Most people immediately recognize historical sights in Egypt and Rome and they universally acknowledge that mankind must preserve the old buildings and artifacts left from these ancient civilizations. However, few people see anything more than a pretty orange flower when they admire a plant like the Flame Azalea in bloom. Even fewer people have an appreciation for the antiquity of these plants, our native azalea species. The mountains in the eastern United States are among the oldest ranges on the earth, and the variety of native azaleas that grow there are certainly not recent arrivals either. Indeed, our native azaleas are artifacts far older than any outward accomplishments of mankind.
At first, it may seem surprising that many of the azalea species from around the world are so closely related. Azaleas like R. luteum from the Caucasus, R. molle from China, R. japonicum from Japan, and even our West Coast species, R. occidentale, are very closely allied with many of our eastern natives.

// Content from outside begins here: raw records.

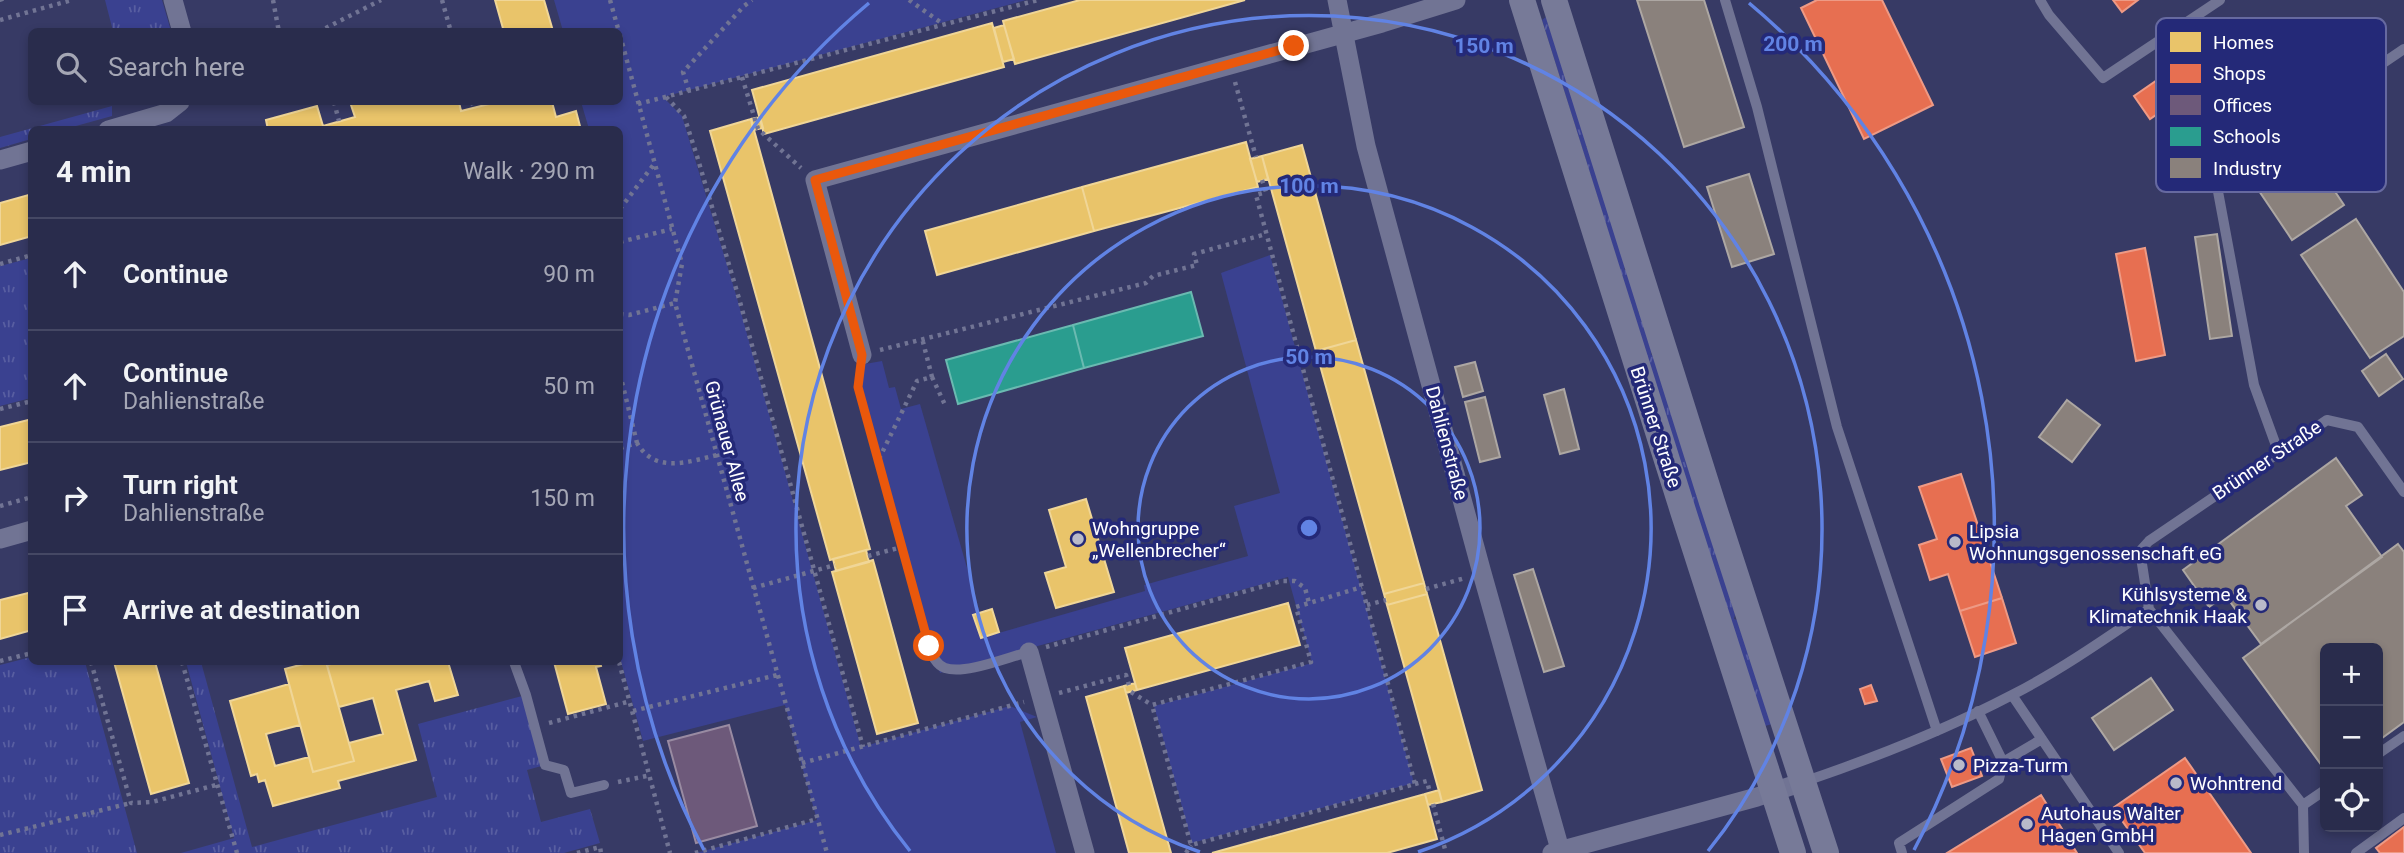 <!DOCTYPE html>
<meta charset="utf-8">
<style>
:root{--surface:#292c4c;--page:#313453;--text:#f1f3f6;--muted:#a5a7b5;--line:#454864}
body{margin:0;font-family:Roboto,sans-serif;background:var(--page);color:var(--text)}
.controls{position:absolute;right:21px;bottom:21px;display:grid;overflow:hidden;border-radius:10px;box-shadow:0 4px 10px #0003}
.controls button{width:63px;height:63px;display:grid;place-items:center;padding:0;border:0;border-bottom:2px solid var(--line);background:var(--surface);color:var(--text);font:35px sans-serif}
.stop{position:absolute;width:21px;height:21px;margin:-16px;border:5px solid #ea580c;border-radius:50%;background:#fff}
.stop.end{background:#ea580c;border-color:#fff;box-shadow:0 2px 7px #0008}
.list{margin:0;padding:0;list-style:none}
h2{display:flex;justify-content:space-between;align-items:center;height:91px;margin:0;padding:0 28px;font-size:30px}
h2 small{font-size:23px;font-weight:400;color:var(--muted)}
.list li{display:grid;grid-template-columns:46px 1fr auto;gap:21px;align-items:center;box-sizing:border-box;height:112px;padding:0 28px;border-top:2px solid var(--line)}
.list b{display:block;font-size:26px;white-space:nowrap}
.list p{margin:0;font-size:23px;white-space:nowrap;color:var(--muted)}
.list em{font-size:23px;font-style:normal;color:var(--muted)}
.icon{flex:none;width:38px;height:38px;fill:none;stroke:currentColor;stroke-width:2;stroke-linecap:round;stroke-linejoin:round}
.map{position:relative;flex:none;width:2404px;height:853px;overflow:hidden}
.search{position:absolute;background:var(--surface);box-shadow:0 4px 10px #0003;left:28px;top:28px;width:595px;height:77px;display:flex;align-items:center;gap:18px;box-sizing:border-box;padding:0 24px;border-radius:10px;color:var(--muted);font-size:26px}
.panel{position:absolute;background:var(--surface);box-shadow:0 4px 10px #0003;left:28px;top:126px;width:595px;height:539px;border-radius:10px}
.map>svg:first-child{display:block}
.grass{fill:url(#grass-tufts)}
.green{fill:#3a4190}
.homes{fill:#e9c46a;stroke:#f0d697;stroke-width:2}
.shops{fill:#e76f51;stroke:#ee9a85;stroke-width:2}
.offices{fill:#6d597a;stroke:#998ba2;stroke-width:2}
.schools{fill:#2a9d8f;stroke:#6abab1;stroke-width:2}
.industry{fill:#8a817c;stroke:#ada7a3;stroke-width:2}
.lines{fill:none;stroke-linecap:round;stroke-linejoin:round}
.path{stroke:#717494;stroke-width:4.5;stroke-dasharray:3.5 5;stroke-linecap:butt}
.service{stroke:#717494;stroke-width:10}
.minor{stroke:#717494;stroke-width:19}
.secondary{stroke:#777a98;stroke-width:26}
.tram{stroke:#727694;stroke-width:2}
.route{stroke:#ea580c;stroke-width:9}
.ring{fill:none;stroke:#6183e4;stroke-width:3.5}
.poi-dot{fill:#b9bac9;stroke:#242978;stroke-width:2.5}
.labels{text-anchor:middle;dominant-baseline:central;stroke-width:7;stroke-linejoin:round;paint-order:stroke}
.street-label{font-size:19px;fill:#fff;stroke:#242978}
.poi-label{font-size:19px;fill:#fff;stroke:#242978;text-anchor:start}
.key{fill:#242978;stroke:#6669a0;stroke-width:2}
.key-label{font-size:19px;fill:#fff}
.centre{fill:#6183e4;stroke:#242978;stroke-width:3.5}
.ring-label{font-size:21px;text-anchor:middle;font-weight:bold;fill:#6183e4;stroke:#242978;stroke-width:7;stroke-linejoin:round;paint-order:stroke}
</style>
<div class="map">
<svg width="2404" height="853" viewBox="0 0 2404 853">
<defs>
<pattern id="grass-tufts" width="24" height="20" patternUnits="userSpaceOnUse" patternTransform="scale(1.75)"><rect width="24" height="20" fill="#3a4190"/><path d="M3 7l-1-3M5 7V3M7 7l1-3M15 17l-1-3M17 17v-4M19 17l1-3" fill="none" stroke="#585ea1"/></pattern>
</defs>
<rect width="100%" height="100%" fill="#373a65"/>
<path class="grass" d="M105,0h57l9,31h-58z
M1546,17l40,124v6h2l38,119 -2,3 3,2 12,38 -1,3 3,2 11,37 -1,3 3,3 42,135v4h2l37,118 -1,5 3,1 35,104 -7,2 -31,-92 -192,-614z
M112,106v10l-47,13 -33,1 -1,9 -31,9v-11z
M31,258v140l-31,8v-140z
M31,657l1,5h53l52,191h-137v-188z
M186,662h15l51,185 185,-50 -19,-73 108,-29 19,70 -18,5 14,52 49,-13 10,34 -36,10h-383l53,-15z"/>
<path class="green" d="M554,0h472l-363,97 19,19 12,40 43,142 124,449 149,-41 27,11 -17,5 36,131h-360l121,-33 -32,-115 -142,36 -23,-83v-528l-31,-1 -8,-27h39v-70l-57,-1z
M1270,255l144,528 -222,60 -38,-137 158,-43 -24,-86 -348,96 -79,-286 4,-23 17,-3 7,27 6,-1 6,22 19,-5 60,209 -6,2 7,23 164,-47 -1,-6 104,-29 -14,-50 46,-13 -59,-220z"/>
<path class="homes" d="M495,0h49l9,31 -49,1z
M1080,0h165l-230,64 -12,-43z
M992,23l12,44 -240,67 -12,-44z
M1004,25l10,34 -11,3 -9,-34z
M350,102h109l2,9 36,-9h55l4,15 20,-6 5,19h-313l-2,-10 51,-14 6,20 32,-9z
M760,117l3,11 -10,2 -2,-11z
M751,119l119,430 -40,11 -120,-429z
M1246,142l12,45 -164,44 -12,-44z
M1302,145l54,195 -40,11 -54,-195z
M1262,156l6,23 -11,3 -7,-23z
M1082,187l12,44 -157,44 -12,-44z
M32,194v42l-32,9v-42z
M1356,340l68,243 -40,11 -68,-243z
M32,419v43l-32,8v-43z
M1086,499l28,93 -58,16 -11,-35 21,-6 -17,-57z
M866,550l3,12 -33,9 -3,-12z
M873,560l45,163 -41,11 -45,-162z
M1424,583l3,11 -40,11 -3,-11z
M32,592v38l-32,9v-39z
M1427,594l55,196 -40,12 -55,-197z
M1288,603l12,42 -163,45 -12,-42z
M992,609l7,23 -18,6 -8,-23z
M114,662h41l34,121 -38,11z
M311,662h15l28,99 -41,11 -28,-103z
M339,662h109l10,33 -23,6 -6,-20 -33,9 20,70 -78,21 2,7 -67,18 -8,-26 -6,2 -2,-8 -6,2 -21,-75 59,-17 11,41 -34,9 9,32 34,-9 4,15 41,-11 -5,-18 34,-9 -10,-36 -34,9 -12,-42z
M554,662h46l1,4 -5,1 10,37 -38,10z
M1135,683l2,7 -11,3 -2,-7z
M1124,686l2,7 45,160h-42l-11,-40 -32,-116z
M1439,790l3,12 -14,3 -3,-11z
M1425,794l12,45 -14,4 -36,10h-175z"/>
<path class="shops" d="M1817,0h65l51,105 -69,34 -63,-131z
M2113,0h25l-16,12z
M2166,74l16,23 -32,22 -16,-23z
M2145,248l20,107 -29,6 -20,-107z
M1961,474l41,124 -42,13 -12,-37 -18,6 -11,-35 18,-6 -18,-52z
M2002,598l14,45 -41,14 -15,-46z
M1871,685l6,16 -12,3 -5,-15z
M1971,748l11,28 -30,11 -11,-28z
M2185,758l66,95h-106l-32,-45z
M2041,795l36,58h-130z
M2404,827v26h-24l-4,-5z"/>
<path class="offices" d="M729,725l28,101 -61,17 -28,-102z"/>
<path class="schools" d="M1191,292l12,44 -119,32 -11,-43z
M1073,325l11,43 -126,36 -12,-44z"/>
<path class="industry" d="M1637,0h67l40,127 -60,20z
M2303,144l41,61 -52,35 -41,-61z
M1749,174l25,80 -42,13 -25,-80z
M2356,219l48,73v44l-34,22 -69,-103z
M2217,234l15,102 -22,3 -15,-102z
M2386,354l17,25 -24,17 -17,-25z
M1475,362l8,29 -20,6 -8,-30z
M1564,389l15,60 -19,5 -16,-59z
M1485,397l15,60 -20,5 -15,-60z
M2067,400l33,25 -28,37 -33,-25z
M2336,458l26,37 -16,11 36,51 -121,87 -36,-49 -16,12 -26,-37z
M2398,544l6,8v170l-26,19v-93h-53v122l-82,-112z
M1533,569l31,97 -20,6 -30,-97z
M2151,678l22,32 -59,40 -22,-32z"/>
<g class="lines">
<path class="path" d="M273,0l6,32
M442,0l9,32
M610,0l9,32
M909,0l34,24
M0,20l72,-20
M318,32l63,-32
M620,35l62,229 -7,39 152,550
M742,77l16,52 43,39
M1235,82l21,75
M689,91l-6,-19 61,-66 8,-6
M666,97l18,19 13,40 43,146 123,445
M334,102l5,19
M472,102l2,6
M638,104l400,-104
M1262,180l4,12 -10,3 159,589 -224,61 -39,-140 159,-43 -15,-55 66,-20
M620,209l34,-45
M620,242l52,-13
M0,264l32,-9
M620,314l9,1 46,-12
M880,350l266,-67 7,-7 44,-11 -3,-11 72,-20
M860,373l-2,14 67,245
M620,374l17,69
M932,377l14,30
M0,409l32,-8
M620,448l17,-5c18,31 51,19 80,12
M879,459l38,-78 15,-4 -10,-39
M0,506l32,-9
M868,556l34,-9
M753,588l82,-23
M1426,589l39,-11
M1367,605l19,-5
M1046,647l236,-66h13l10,7 4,15
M0,661l32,-8
M91,662l40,141 21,-1 64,-17
M182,662l55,191
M619,662l51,191
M1131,692l21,13
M1059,693l67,-18 3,10
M633,711l144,-36
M549,723l82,-22
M802,763l222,-61
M618,782l33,-7
M1415,784l12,-3 3,12
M1433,804l13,49
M0,835l131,-32
M577,853l23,-6 1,6
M695,853l122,-34
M1186,853l5,-8"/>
<path class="service" d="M1725,0l32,107 80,320 100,304
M2040,0l9,15 54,63 117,-78
M2278,451l-24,-66 -40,-215 47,-24 143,-97
M2149,609l154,196 1,48
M929,647c3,8 7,18 16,21 20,7 63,-11 84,-16
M514,662l12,33 19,70 19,5 7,23 33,-8
M2012,695l107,158
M2378,754l26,-18
M2003,762l39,-23
M1803,782c71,-24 142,-52 209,-87 47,-24 93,-56 137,-86l-9,-58 9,-10 178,-121 31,7 46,65
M2303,805l22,-15
M1902,853l-3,-10 100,-64 4,-17 -25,-51
M2356,853l48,-35"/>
<path class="minor" d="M173,0l9,32
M1337,0l29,146 116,427 79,280
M108,130l58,-17 14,-11
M0,160l32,-9
M862,355l-47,-175 567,-157 74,-23
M0,539l32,-9
M1029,652l56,201
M1552,853l205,-56 46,-15"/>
<path class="secondary" d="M1522,0l161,511 110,342
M1554,0l158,502 114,351"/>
<path class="tram" d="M0,1l3,-1"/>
</g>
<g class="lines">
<path class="route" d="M929,646l-71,-259 4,-32 -47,-175 479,-134"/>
</g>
<g class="ring">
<circle cx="1309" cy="528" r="171"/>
<path d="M1200 852A342 342 0 1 1 1418 852"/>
<path d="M910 851A513 513 0 1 1 1708 851"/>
<path d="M704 850A685 685 0 0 1 869 3M1749 3A685 685 0 0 1 1914 850"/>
</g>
<g class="poi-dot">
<circle cx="1078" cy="539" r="7"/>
<circle cx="1955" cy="542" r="7"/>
<circle cx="2261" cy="605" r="7"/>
<circle cx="1959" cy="765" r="7"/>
<circle cx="2176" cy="783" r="7"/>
<circle cx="2027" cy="824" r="7"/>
</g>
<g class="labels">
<g class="street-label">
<text transform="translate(1656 427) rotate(72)">Brünner Straße</text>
<text transform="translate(727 441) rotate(75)">Grünauer Allee</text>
<text transform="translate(1447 443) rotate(75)">Dahlienstraße</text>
<text transform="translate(2267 460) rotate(-34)">Brünner Straße</text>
</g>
<g class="poi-label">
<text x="1092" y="528">Wohngruppe<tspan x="1092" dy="22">„Wellenbrecher“</tspan></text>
<text x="1969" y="531">Lipsia<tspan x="1969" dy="22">Wohnungsgenossenschaft eG</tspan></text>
<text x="2247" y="594" text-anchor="end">Kühlsysteme &amp;<tspan x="2247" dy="22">Klimatechnik Haak</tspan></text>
<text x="1973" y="765">Pizza-Turm</text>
<text x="2190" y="783">Wohntrend</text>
<text x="2041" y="813">Autohaus Walter<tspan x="2041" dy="22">Hagen GmbH</tspan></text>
</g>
</g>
<rect x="2156" y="18" width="230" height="174" rx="10" class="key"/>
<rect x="2170" y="32" width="31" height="20" fill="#e9c46a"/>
<rect x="2170" y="64" width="31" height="19" fill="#e76f51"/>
<rect x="2170" y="95" width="31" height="20" fill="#6d597a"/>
<rect x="2170" y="127" width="31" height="19" fill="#2a9d8f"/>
<rect x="2170" y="158" width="31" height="20" fill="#8a817c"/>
<g class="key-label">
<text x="2213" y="49">Homes</text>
<text x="2213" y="80">Shops</text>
<text x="2213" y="112">Offices</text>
<text x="2213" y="143">Schools</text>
<text x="2213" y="175">Industry</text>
</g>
<circle cx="1309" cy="528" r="10" class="centre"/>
<g class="ring-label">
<text x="1793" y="51">200 m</text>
<text x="1484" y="53">150 m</text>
<text x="1309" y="193">100 m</text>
<text x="1309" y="364">50 m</text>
</g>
</svg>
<div class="controls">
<button>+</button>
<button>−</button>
<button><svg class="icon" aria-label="locate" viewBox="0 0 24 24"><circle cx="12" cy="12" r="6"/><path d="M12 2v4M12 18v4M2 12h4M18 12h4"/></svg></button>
</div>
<div class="stop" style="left:929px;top:646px"></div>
<div class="stop end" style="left:1294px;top:46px"></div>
<div class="search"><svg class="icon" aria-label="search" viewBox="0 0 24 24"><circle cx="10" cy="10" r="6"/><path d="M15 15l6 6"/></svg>Search here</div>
<section class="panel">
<h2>4 min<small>Walk · 290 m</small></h2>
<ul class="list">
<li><svg class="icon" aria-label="ahead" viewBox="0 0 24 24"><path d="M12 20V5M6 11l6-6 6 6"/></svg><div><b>Continue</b></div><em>90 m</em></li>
<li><svg class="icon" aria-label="ahead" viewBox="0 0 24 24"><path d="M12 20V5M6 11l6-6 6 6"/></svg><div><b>Continue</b><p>Dahlienstraße</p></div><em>50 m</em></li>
<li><svg class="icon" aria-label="right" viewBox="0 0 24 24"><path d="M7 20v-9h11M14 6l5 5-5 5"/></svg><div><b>Turn right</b><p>Dahlienstraße</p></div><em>150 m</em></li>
<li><svg class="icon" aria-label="arrive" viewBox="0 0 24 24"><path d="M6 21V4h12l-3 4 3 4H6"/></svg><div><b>Arrive at destination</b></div></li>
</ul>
</section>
</div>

Yes, our native azaleas are very similar genetically to species from distant lands separated by thousands of miles, arid deserts, and vast oceans. These plants have not recently traveled to such remote locations by themselves and they were probably not carried around the world by admiring cave men. Instead, they have been quietly growing in our forests, slowly evolving in local habitats while the rest of the earth has changed about them.
The late David Leach noted that fossil records in North America and Europe show that certain species in the genus Rhododendron have existed essentially unchanged for at least 50 million years . I suspect that precursors of our native azaleas were probably blooming on "Pangaea", the hypothetical land mass that millions of years ago split apart to form the continents we know today. Similarly, many of the favorite trees and wildflowers we find in our eastern woodlands (dogwoods, magnolias, trilliums, arisaemas, etc.) have counterparts in these same far places of the world. Like our native azaleas, they have survived earthquakes and asteroids, dinosaurs and ice ages but they are facing their most critical test right now, the effects of mankind. We must be certain that these plants can survive the severe disruption to their habitats that we have wrought in just 200 years.